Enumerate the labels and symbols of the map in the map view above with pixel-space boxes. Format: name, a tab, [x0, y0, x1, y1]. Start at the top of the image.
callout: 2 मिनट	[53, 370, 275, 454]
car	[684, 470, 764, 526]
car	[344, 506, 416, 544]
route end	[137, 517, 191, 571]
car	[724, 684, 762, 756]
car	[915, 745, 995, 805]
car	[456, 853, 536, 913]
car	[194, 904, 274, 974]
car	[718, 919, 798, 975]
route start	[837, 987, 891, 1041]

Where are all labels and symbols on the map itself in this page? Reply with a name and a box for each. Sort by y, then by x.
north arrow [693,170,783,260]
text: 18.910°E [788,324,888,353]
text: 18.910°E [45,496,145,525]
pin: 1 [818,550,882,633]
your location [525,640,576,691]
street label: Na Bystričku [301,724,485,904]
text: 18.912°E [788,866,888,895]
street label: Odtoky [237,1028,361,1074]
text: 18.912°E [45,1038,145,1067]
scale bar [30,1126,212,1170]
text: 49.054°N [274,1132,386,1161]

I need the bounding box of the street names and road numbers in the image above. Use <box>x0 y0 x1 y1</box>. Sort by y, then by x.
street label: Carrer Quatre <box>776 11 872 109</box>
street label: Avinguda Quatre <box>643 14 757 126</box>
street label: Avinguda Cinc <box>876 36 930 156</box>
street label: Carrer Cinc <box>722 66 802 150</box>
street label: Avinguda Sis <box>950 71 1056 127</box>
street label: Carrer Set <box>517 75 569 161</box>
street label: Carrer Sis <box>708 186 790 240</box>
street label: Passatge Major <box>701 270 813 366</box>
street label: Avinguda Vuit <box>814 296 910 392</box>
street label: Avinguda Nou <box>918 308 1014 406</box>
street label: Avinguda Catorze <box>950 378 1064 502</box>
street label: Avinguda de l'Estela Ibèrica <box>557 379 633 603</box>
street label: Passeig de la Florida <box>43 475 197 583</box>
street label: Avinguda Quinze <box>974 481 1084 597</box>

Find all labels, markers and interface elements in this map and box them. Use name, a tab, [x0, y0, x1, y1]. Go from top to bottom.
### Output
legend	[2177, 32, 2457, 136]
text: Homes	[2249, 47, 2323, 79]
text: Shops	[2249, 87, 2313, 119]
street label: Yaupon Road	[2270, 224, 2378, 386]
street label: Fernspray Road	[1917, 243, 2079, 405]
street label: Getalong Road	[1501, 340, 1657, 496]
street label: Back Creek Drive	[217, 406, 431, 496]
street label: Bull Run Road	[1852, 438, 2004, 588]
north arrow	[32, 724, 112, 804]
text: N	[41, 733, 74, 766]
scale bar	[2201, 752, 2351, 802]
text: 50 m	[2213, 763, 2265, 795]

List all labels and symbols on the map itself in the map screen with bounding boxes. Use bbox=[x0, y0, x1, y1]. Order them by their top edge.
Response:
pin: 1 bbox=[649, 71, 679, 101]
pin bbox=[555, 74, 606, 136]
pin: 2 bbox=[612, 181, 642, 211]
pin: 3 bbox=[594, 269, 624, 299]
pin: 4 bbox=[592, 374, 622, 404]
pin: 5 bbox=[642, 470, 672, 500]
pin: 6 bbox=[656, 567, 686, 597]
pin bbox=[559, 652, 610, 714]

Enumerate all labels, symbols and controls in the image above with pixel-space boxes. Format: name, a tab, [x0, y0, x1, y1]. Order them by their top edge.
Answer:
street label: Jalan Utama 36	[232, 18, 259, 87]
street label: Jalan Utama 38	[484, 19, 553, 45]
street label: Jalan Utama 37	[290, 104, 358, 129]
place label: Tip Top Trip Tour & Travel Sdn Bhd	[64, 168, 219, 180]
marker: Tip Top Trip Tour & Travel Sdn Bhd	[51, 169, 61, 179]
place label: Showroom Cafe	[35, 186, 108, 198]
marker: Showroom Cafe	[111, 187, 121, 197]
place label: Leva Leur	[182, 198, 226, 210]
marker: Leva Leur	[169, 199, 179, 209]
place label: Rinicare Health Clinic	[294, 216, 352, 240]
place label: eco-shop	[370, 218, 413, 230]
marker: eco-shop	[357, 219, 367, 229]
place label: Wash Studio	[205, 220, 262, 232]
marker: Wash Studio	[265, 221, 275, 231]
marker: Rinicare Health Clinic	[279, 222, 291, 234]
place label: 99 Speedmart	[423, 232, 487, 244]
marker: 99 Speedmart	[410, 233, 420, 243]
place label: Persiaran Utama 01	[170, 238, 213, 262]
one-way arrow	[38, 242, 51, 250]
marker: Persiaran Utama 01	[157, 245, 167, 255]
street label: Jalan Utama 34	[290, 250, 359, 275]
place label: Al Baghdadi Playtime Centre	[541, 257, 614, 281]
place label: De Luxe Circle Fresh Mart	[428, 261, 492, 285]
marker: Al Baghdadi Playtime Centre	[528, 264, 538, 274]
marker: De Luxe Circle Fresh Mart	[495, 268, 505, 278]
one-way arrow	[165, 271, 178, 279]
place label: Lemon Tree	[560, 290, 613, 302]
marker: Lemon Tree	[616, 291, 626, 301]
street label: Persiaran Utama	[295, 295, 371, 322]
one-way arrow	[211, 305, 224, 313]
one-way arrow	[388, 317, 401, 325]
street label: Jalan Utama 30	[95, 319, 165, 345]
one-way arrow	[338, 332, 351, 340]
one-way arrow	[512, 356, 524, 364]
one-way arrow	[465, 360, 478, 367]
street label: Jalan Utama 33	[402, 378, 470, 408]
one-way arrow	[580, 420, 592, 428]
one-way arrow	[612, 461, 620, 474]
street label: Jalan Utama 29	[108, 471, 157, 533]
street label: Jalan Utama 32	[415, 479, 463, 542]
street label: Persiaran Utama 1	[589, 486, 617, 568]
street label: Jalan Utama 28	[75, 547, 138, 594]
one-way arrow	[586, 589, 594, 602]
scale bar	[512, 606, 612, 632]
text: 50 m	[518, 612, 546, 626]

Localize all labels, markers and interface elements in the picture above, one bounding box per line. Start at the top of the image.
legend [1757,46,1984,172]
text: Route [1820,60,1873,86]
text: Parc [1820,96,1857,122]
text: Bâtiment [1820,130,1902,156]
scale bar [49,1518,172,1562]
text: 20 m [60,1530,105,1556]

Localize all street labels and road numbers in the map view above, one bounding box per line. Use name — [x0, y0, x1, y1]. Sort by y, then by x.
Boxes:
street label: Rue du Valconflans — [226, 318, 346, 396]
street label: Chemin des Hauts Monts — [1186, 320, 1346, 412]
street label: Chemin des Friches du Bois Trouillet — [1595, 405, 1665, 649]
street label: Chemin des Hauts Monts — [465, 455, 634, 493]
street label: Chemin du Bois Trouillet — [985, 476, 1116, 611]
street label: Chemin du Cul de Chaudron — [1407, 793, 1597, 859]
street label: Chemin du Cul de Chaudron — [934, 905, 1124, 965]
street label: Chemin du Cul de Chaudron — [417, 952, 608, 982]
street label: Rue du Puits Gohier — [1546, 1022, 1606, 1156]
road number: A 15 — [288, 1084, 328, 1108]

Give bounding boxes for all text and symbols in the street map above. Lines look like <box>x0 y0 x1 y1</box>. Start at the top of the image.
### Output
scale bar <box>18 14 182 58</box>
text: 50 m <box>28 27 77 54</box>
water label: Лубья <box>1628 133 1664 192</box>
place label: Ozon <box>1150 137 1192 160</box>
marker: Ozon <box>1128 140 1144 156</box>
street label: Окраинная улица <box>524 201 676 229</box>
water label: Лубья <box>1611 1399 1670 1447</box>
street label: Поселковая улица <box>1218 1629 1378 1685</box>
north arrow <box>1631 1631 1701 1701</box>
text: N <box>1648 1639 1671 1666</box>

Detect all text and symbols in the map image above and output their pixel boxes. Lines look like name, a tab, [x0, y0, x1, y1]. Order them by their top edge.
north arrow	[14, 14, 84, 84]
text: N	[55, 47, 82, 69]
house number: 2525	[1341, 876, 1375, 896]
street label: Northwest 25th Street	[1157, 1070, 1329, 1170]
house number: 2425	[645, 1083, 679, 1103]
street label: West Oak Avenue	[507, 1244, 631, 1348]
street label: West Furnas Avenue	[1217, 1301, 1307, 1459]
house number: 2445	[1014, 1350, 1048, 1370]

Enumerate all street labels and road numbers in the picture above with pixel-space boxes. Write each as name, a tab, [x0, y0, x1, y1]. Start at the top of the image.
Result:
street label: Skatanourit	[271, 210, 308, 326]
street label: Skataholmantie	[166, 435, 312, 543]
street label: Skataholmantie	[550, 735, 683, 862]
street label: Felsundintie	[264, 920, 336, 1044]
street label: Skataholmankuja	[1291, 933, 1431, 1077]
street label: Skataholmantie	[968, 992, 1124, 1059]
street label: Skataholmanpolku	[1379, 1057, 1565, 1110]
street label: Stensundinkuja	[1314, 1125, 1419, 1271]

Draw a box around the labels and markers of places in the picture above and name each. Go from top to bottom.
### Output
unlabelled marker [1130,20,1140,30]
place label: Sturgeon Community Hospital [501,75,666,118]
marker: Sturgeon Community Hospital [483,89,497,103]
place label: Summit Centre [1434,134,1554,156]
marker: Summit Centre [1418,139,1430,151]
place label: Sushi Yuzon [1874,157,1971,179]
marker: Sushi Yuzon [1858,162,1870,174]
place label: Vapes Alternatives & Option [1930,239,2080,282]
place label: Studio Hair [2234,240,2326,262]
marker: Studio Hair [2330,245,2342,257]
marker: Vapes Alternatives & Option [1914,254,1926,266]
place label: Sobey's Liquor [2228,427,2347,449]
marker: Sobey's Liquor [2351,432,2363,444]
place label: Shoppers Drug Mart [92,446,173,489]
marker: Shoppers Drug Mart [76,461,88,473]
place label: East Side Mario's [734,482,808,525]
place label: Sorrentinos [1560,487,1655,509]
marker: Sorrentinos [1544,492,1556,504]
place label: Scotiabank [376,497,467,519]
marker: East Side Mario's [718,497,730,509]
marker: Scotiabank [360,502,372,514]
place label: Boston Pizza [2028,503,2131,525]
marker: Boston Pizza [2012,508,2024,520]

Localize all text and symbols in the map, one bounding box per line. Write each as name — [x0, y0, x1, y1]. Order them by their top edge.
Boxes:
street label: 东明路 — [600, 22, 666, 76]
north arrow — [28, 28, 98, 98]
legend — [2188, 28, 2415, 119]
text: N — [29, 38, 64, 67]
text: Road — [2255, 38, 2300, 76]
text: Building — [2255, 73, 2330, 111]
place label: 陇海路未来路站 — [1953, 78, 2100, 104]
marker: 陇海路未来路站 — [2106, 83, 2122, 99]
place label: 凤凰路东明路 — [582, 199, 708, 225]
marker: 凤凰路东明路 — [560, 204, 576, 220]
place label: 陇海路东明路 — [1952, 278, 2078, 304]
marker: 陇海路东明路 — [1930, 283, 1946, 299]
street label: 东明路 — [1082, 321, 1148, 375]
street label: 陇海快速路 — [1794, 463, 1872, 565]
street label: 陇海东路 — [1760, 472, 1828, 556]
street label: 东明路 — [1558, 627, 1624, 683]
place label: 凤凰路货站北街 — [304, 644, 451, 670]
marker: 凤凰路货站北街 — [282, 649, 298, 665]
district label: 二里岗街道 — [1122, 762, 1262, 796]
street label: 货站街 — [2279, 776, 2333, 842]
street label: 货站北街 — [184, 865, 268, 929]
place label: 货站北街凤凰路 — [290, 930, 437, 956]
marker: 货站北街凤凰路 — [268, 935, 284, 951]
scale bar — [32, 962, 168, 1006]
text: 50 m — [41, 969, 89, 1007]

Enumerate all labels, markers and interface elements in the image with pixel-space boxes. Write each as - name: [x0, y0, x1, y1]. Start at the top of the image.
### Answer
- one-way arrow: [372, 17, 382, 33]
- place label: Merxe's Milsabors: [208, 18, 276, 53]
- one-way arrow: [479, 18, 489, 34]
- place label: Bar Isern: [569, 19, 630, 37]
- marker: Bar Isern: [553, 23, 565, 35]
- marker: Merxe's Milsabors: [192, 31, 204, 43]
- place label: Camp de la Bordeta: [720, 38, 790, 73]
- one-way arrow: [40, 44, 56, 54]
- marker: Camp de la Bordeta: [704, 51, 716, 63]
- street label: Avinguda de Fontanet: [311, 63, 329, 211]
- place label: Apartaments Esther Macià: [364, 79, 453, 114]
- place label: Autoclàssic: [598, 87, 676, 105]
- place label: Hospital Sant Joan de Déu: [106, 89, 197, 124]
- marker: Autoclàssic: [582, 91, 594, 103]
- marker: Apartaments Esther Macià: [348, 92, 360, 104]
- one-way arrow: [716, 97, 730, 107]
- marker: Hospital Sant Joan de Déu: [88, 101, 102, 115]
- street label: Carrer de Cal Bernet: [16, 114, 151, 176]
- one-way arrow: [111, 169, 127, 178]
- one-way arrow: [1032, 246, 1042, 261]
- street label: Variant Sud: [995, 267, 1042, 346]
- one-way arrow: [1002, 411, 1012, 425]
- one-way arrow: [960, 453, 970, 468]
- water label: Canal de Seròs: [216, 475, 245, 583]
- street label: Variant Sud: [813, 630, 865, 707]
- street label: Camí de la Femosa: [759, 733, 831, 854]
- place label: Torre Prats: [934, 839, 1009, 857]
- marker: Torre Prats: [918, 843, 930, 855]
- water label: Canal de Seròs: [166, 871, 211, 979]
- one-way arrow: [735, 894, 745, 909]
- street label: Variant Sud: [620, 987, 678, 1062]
━━━━━━━━━━━━━━━━━━━━━━━━━━━━━━
▶ Your goal
Write out only the lines that run from the line containing "Find all labels, markers" through the line containing "List all labels", both included, exactly as they appear above.

▶ Your response
Find all labels, markers and interface elements in this map and box them. Use name, a tab, [x0, y0, x1, y1]. Go from top to bottom.
### Output
legend	[2177, 32, 2457, 136]
text: Homes	[2249, 47, 2323, 79]
text: Shops	[2249, 87, 2313, 119]
street label: Yaupon Road	[2270, 224, 2378, 386]
street label: Fernspray Road	[1917, 243, 2079, 405]
street label: Getalong Road	[1501, 340, 1657, 496]
street label: Back Creek Drive	[217, 406, 431, 496]
street label: Bull Run Road	[1852, 438, 2004, 588]
north arrow	[32, 724, 112, 804]
text: N	[41, 733, 74, 766]
scale bar	[2201, 752, 2351, 802]
text: 50 m	[2213, 763, 2265, 795]

List all labels and symbols on the map itself in the map screen with bounding boxes. Use bbox=[x0, y0, x1, y1]. Order them by their top edge.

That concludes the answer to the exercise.